According to a white paper by GuideSpark, you don’t have to have an expensive plan, just get your employees engaged.  They suggest 10 ways to keep the excitement going.

  1. Create an atmosphere of health competition.
    • Employees enjoy watching the success of their coworkers and often strive harder to keep up.
  2. Promote and Communicate Constantly
    • Regular communications to all employees about program successes and new activities, as well as sharing feedback, will ensure that they are not just informed, but more engaged. Using technology like online leaderboards to communicate team and individual progress will motivate everyone to put forth their best efforts.
  3. Be Creative
    • The most successful wellness programs have two attributes in common: they’re innovative and they’re simple. When planning your activities, think holistically and creatively, and seek out ways to maximize the programs’ awareness and engagement.
  4. Create a Wellness Honor Roll
    • Employee recognition is a powerful motivational tool.

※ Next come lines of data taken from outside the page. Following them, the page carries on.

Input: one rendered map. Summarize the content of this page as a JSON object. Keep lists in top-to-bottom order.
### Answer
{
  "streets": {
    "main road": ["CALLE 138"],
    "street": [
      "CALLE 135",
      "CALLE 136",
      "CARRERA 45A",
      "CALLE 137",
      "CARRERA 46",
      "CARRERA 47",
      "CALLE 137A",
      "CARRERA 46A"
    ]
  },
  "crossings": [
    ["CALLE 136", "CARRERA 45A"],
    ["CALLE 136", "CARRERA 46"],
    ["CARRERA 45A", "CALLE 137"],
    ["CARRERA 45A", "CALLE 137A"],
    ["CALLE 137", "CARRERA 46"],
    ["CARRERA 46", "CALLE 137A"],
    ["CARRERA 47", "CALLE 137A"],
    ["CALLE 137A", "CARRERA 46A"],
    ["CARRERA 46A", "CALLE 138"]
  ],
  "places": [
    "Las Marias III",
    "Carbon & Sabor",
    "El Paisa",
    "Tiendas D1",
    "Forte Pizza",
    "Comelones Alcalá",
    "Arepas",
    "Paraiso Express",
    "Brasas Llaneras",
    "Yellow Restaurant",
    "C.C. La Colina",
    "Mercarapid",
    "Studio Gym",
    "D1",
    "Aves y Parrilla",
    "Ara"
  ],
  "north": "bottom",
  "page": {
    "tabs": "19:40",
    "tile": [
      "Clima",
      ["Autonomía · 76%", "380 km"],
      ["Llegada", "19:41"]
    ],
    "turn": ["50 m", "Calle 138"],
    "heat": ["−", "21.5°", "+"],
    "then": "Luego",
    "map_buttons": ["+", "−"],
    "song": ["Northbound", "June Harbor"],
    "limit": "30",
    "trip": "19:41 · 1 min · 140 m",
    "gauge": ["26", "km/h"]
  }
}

  5. Leverage Internal Communication Channels and Video to Promote Programs
    • Share links to short catchy videos by email and through your social channels to promote and communicate your company’s wellness programs. You can also use intranets or other forms of internal communication and collaboration like
  6. Utilize the Power of Incentives (and Disincentives)
    • For many, reaching health-related goals such as losing weight or lowering blood pressure is incentive enough to commit unwaveringly to a wellness program. However, to keep enthusiasm high, and minimize the chances of individuals abandoning the program mid-stream, it’s important to incorporate and communicate incentives or rewards along the way.  You can give away Atta Boys at milestones.

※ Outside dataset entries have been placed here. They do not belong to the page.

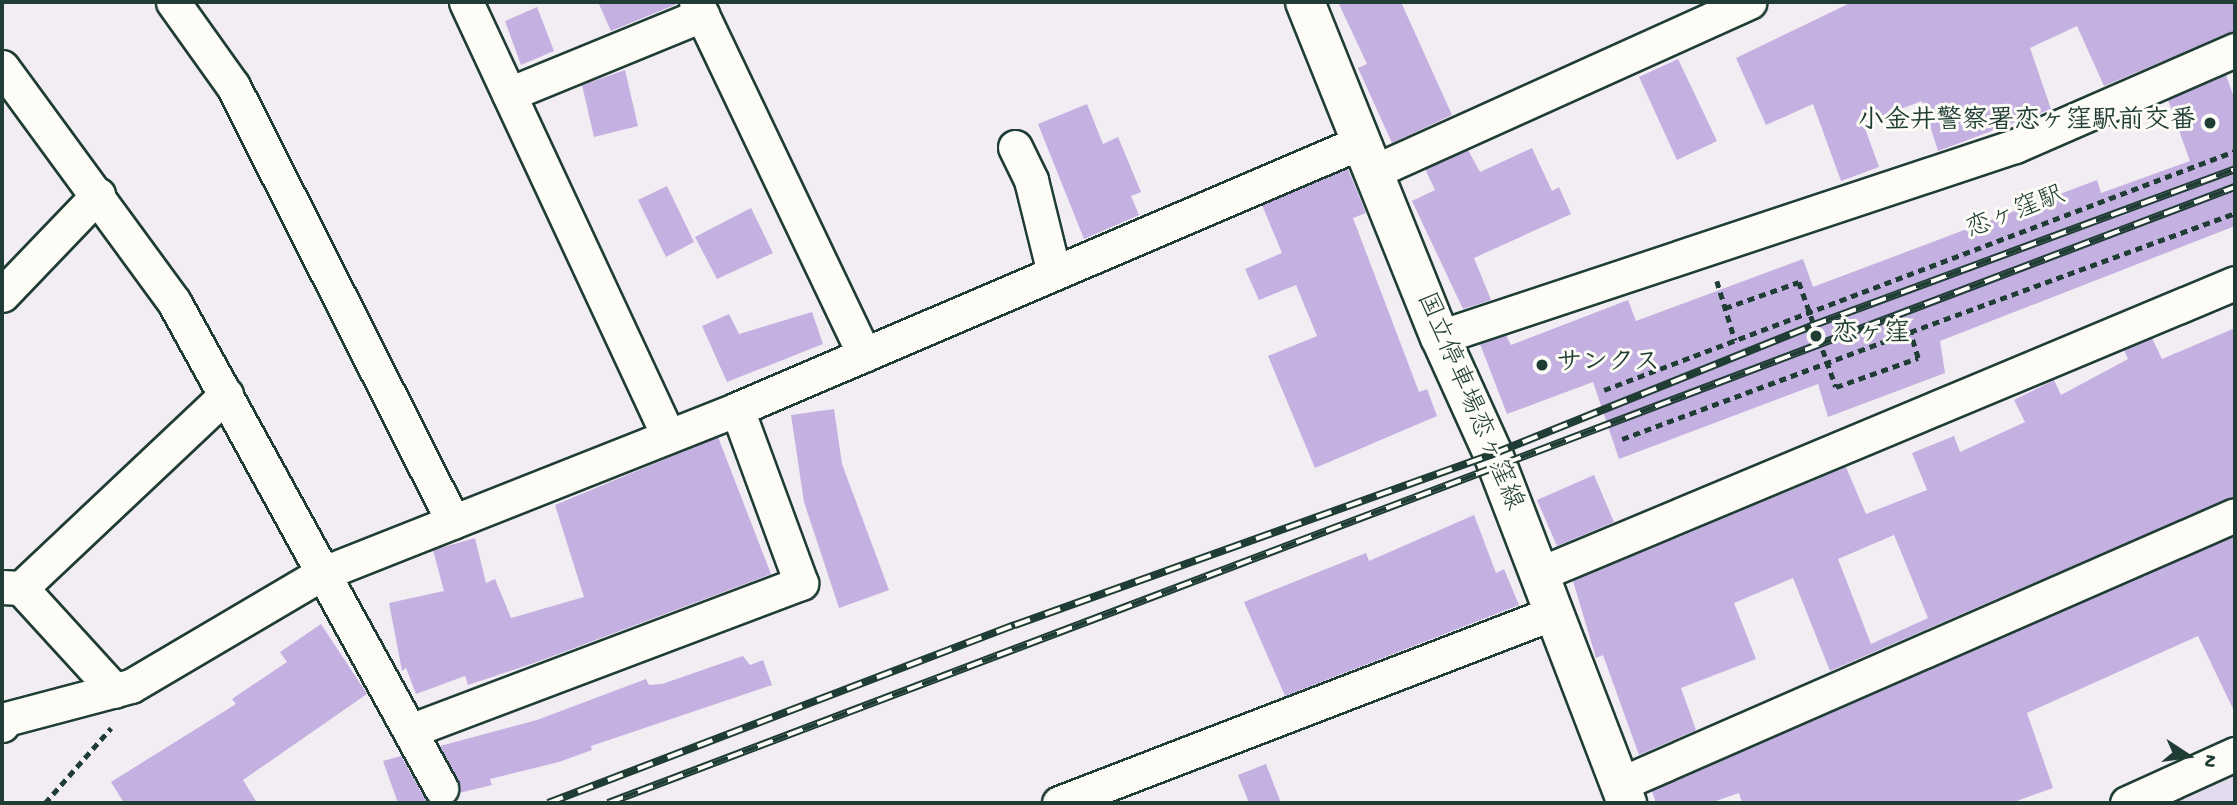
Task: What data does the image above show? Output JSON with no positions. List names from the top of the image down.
{
  "streets": {
    "main road": ["国立停車場恋ヶ窪線"],
    "path": ["恋ヶ窪駅"]
  },
  "places": ["小金井警察署恋ヶ窪駅前交番", "恋ヶ窪", "サンクス"],
  "north": "right"
}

  7. Involve Spouses and Significant Others A topic as life-changing as workplace wellness cannot be restricted to the hours of 9-5.
    • Involving the employee’s spouse or significant other from the outset, sharing goals and activities with them, and communicating progress along the way, will prove to be of immense benefit to the employee’s commitment. And, if they are on your company health plan, will stay healthier and have less claims too!
  8. Create an Employee-Driven Program
    • Rather than having company management alone design a wellness program for employees, create a working committee comprised of both management and employees to ensure that everyone is kept informed and represented.
  9. Establish a Baseline
    • As eager as companies may be to get their new wellness programs off the ground, it’s critical to spend some time understanding wellness-related challenges in the workplace and within the employee population
  10. Think Post-Program
    • An effective wellness program should ideally live on past any formal activity end date, continuing to be communicated as a company priority and play an ongoing role as part of your corporate culture. At specific milestones down the road — 3, 6 and 12 months, for example — revisit employee successes, and use the opportunity to communicate and reinforce how vital employee wellness is to the overall health of the company.

One thing that I thought of was sending out a calendar reminder on a reoccurring basis that has your employees get up from their work stations and stretch every hour for just two minutes.  This will go a long way in re-energizing your employee’s mental alertness and diverting fatigue.

So get up and get moving.  Your company will benefit as well as your employees!